Обреченные, воины Аст Ахэ могли сделать только одно: до последнего мига защищать сердце Твердыни. Того, кто был сейчас с каждым из них — каждым из них. Того, чья песнь хранила их от боли предсмертия. А воины Валинора не могли понять, почему никто из умирающих не кричит, почему они падают в молчании и умирают без стона, — но в Высоком Зале метался меж стен страшный, нечеловеческий, неумолкающий крик — а потом Бессмертный, тысячи раз умиравший за эти бесконечные месяцы, уже без голоса шептал имена уходящих…

…они слышали только Песнь.

…Знаменосец был молод — самый младший из тех, кто остался в Твердыне. Он был наделен странным, невероятно редким для людей даром: тхэлэнно, говорящий-с-драконами.

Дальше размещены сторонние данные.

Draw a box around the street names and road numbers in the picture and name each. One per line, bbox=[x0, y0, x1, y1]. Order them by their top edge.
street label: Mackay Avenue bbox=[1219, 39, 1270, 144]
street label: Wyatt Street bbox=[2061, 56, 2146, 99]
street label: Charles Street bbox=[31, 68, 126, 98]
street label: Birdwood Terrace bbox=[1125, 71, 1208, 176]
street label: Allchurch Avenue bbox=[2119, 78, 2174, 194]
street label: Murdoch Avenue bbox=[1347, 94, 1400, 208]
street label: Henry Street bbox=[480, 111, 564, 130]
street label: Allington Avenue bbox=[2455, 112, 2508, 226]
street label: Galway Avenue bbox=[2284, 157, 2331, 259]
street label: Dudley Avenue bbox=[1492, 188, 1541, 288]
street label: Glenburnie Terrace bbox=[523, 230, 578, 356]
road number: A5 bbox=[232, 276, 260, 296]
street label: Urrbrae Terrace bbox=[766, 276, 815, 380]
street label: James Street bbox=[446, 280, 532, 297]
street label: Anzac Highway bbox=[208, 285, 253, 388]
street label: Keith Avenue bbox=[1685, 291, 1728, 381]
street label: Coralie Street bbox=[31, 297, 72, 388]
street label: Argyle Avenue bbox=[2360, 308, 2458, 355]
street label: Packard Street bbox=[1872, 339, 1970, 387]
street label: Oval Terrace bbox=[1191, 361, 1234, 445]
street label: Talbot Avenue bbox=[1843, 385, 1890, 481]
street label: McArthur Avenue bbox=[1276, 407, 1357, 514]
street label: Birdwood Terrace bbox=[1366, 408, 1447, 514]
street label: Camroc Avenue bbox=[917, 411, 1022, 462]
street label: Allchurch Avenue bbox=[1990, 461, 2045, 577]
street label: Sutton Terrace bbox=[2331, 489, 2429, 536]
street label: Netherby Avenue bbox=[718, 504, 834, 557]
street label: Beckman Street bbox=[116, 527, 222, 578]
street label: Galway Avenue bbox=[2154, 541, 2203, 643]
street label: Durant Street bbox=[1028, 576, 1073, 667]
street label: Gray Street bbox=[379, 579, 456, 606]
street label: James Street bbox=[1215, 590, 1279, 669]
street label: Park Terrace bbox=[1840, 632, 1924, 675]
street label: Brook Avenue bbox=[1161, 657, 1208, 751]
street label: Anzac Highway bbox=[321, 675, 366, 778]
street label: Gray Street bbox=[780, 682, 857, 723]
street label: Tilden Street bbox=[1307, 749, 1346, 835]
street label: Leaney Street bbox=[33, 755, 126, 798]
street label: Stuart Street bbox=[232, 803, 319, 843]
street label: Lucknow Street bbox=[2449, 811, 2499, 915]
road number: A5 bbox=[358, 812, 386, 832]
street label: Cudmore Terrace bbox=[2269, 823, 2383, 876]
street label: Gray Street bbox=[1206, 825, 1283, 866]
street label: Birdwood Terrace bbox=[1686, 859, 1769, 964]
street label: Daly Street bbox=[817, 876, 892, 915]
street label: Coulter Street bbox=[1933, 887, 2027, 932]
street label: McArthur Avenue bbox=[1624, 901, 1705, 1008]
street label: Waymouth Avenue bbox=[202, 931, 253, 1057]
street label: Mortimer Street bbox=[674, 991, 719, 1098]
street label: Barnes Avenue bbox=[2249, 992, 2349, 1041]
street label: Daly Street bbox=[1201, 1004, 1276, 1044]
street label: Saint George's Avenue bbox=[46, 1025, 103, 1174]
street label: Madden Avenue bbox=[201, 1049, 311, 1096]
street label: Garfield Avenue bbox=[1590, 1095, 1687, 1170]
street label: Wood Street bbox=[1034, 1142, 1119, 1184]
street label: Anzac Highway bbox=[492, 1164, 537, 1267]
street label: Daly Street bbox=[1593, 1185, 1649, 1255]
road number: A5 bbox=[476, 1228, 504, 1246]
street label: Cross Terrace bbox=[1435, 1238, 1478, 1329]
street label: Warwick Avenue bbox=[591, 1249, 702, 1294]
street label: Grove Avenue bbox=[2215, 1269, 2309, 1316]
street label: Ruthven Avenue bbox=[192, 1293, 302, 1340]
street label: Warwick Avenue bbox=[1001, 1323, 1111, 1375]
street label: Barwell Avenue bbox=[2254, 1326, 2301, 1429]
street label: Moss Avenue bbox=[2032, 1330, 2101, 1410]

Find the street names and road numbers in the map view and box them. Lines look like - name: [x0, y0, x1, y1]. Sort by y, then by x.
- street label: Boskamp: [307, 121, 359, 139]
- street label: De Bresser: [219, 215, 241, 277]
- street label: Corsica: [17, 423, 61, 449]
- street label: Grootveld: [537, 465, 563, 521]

Крылатых Хранителей в Твердыне было семь. Они были готовы к бою — но Тайхэллор, тот, кто был айан'таэро для последних защитников Аст Ахэ, приказал ждать. Ждать, пока авангард наступающих не ворвется во Врата.

Ждать.

И рухнули Врата, и они бились, отступая плечом к плечу, — не было ветра, но черным крылом билось над ними знамя Твердыни.

— Не сейчас, — ровно проговорил Тайхэллор. — Еще не время. Не сейчас.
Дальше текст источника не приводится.